## PROBLEM
Write out exactly the lines of the entries below, from the first through the line containing "[x1,y1,x2,y2]. Order them by their top edge.", and nothing beyond them.

## EXTRACTED INFORMATION

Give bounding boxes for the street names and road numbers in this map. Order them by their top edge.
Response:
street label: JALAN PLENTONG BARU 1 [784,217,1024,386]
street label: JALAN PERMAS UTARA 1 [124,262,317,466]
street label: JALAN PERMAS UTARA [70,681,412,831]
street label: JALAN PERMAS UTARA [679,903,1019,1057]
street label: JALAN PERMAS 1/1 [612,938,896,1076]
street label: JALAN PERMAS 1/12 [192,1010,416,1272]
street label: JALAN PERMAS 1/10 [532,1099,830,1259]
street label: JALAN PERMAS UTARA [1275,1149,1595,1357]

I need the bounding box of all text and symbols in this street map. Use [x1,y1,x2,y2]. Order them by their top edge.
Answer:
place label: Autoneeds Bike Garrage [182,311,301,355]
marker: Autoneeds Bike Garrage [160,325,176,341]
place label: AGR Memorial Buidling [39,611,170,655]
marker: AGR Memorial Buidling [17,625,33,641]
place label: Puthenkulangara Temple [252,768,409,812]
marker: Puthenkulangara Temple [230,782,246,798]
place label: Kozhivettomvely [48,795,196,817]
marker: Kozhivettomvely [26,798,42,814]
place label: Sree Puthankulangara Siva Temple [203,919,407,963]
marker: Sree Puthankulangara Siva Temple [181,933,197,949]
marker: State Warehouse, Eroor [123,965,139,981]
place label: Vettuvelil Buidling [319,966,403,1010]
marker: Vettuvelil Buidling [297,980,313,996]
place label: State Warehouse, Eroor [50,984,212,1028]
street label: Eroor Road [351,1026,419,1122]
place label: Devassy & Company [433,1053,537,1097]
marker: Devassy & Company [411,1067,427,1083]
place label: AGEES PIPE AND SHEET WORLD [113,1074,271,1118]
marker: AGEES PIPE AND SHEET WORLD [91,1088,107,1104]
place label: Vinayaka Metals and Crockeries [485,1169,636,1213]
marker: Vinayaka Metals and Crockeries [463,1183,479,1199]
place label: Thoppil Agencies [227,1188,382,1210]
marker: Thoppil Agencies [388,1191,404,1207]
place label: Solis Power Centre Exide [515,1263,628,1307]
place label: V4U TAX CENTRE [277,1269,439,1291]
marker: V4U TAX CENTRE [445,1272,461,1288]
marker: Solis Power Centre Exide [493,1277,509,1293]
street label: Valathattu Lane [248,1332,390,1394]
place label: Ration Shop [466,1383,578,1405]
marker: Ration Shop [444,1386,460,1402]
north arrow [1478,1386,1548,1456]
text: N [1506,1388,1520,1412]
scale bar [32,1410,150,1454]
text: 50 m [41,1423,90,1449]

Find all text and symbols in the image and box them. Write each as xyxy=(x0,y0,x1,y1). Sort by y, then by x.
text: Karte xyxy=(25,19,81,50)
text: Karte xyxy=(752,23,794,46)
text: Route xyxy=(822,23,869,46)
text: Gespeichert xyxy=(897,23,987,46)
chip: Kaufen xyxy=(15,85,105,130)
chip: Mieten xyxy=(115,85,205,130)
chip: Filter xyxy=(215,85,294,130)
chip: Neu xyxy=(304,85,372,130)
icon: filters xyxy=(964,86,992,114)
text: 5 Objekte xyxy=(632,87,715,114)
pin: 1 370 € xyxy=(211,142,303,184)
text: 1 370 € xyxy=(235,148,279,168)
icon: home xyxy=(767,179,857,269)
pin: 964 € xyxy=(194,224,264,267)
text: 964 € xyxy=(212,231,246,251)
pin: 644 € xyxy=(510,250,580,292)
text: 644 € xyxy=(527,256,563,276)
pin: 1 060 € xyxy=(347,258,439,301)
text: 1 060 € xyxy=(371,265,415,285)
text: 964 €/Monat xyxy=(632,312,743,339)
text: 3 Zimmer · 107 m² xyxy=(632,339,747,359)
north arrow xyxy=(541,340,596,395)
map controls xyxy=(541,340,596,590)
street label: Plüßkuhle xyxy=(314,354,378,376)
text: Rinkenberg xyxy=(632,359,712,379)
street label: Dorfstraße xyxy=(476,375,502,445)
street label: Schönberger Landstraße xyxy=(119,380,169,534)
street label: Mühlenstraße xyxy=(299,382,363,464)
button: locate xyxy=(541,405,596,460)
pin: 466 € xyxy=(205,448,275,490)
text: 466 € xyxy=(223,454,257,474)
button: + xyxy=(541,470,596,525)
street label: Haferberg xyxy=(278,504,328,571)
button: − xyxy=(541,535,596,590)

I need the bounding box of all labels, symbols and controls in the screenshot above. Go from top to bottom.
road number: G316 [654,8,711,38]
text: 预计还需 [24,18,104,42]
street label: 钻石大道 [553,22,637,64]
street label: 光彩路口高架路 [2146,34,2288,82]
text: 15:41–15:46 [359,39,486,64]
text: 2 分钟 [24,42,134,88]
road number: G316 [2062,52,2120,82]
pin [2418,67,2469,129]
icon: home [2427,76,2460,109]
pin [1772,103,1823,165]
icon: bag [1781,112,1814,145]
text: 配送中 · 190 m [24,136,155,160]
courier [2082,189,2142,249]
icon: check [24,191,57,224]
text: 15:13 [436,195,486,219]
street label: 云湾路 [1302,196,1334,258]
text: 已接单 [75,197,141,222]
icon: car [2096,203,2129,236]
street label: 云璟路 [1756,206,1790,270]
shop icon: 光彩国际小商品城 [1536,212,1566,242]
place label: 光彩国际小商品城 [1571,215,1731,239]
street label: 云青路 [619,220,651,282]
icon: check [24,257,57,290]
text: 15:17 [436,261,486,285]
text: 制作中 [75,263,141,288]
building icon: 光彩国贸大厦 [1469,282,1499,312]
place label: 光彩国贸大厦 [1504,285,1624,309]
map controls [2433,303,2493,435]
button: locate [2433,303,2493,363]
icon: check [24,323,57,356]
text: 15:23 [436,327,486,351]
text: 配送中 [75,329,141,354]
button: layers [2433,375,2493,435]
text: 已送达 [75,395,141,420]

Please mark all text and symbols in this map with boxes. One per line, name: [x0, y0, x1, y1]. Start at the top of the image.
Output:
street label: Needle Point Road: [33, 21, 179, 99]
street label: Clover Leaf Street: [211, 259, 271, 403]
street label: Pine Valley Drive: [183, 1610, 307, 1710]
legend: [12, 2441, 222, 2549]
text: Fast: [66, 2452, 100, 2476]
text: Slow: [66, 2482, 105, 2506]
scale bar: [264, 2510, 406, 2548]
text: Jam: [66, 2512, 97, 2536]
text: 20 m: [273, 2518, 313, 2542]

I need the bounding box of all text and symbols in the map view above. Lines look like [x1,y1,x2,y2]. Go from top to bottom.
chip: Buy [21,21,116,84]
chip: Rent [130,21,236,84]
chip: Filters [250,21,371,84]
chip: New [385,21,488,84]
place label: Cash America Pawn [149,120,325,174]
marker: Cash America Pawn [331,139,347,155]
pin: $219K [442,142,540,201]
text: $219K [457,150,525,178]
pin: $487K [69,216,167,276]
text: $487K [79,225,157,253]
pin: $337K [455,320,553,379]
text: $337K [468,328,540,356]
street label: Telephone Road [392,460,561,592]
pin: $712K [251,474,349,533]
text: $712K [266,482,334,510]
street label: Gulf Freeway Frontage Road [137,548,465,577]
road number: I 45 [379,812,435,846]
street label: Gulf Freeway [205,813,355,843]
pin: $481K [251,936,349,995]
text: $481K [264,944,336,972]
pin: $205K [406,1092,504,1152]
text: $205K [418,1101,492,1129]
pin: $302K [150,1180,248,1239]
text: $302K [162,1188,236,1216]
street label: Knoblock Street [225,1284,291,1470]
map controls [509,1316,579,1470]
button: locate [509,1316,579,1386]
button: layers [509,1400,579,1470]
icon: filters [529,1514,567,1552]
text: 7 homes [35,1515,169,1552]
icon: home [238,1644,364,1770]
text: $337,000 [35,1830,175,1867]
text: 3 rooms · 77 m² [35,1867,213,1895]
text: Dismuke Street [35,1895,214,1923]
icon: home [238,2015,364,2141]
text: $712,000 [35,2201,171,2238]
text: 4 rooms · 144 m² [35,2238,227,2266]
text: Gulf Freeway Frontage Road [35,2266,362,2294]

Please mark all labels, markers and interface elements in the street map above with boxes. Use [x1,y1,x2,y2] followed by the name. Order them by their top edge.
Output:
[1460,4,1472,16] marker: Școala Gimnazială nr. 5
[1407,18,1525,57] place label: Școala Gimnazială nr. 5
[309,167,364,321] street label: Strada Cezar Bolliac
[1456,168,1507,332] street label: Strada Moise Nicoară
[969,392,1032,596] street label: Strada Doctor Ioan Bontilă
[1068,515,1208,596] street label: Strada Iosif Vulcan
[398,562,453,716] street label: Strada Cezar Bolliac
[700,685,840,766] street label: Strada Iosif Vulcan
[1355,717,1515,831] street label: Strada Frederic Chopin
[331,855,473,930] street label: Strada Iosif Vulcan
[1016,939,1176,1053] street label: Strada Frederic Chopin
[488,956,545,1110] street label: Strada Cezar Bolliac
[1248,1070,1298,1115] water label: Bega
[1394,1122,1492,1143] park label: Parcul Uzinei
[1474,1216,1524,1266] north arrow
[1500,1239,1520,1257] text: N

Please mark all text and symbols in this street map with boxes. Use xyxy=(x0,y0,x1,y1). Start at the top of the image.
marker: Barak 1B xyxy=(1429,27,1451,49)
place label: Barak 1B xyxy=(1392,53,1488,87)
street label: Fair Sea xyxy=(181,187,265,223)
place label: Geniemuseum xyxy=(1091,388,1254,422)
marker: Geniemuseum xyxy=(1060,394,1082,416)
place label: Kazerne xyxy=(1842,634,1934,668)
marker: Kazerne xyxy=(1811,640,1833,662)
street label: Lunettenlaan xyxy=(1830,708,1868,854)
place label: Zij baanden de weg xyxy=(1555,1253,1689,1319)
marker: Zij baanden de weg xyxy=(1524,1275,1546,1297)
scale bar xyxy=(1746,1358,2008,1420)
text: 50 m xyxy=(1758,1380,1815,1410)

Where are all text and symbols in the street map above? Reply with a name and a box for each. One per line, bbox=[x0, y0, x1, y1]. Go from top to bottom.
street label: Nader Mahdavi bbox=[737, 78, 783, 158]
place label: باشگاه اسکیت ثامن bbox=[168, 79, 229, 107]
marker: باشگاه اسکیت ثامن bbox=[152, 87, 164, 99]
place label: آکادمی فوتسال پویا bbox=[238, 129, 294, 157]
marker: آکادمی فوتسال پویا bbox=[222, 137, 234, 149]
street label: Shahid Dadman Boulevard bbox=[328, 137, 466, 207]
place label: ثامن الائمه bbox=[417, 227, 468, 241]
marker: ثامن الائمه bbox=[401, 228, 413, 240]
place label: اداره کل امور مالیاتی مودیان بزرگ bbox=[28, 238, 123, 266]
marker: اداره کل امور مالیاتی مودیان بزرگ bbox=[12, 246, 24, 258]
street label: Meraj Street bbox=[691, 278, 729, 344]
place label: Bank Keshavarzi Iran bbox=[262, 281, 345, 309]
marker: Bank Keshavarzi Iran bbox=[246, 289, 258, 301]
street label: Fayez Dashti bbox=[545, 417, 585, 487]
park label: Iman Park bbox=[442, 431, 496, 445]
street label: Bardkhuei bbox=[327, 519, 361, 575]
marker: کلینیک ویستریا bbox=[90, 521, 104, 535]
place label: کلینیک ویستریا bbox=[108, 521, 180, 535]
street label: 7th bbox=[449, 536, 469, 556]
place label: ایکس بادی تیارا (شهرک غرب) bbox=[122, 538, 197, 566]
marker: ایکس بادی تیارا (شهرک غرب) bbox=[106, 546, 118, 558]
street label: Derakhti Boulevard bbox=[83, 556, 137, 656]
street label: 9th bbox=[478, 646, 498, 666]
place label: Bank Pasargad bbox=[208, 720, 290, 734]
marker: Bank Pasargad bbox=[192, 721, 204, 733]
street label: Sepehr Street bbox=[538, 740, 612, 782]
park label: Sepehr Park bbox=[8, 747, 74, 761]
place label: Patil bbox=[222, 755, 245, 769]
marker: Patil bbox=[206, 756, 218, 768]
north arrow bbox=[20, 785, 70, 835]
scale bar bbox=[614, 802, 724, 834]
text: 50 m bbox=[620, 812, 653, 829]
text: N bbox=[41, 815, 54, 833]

## TASK SOLUTION
Give bounding boxes for the street names and road numbers in this map. Order them by their top edge.
Response:
street label: JALAN PLENTONG BARU 1 [784,217,1024,386]
street label: JALAN PERMAS UTARA 1 [124,262,317,466]
street label: JALAN PERMAS UTARA [70,681,412,831]
street label: JALAN PERMAS UTARA [679,903,1019,1057]
street label: JALAN PERMAS 1/1 [612,938,896,1076]
street label: JALAN PERMAS 1/12 [192,1010,416,1272]
street label: JALAN PERMAS 1/10 [532,1099,830,1259]
street label: JALAN PERMAS UTARA [1275,1149,1595,1357]

I need the bounding box of all text and symbols in this street map. Use [x1,y1,x2,y2]. Order them by their top edge.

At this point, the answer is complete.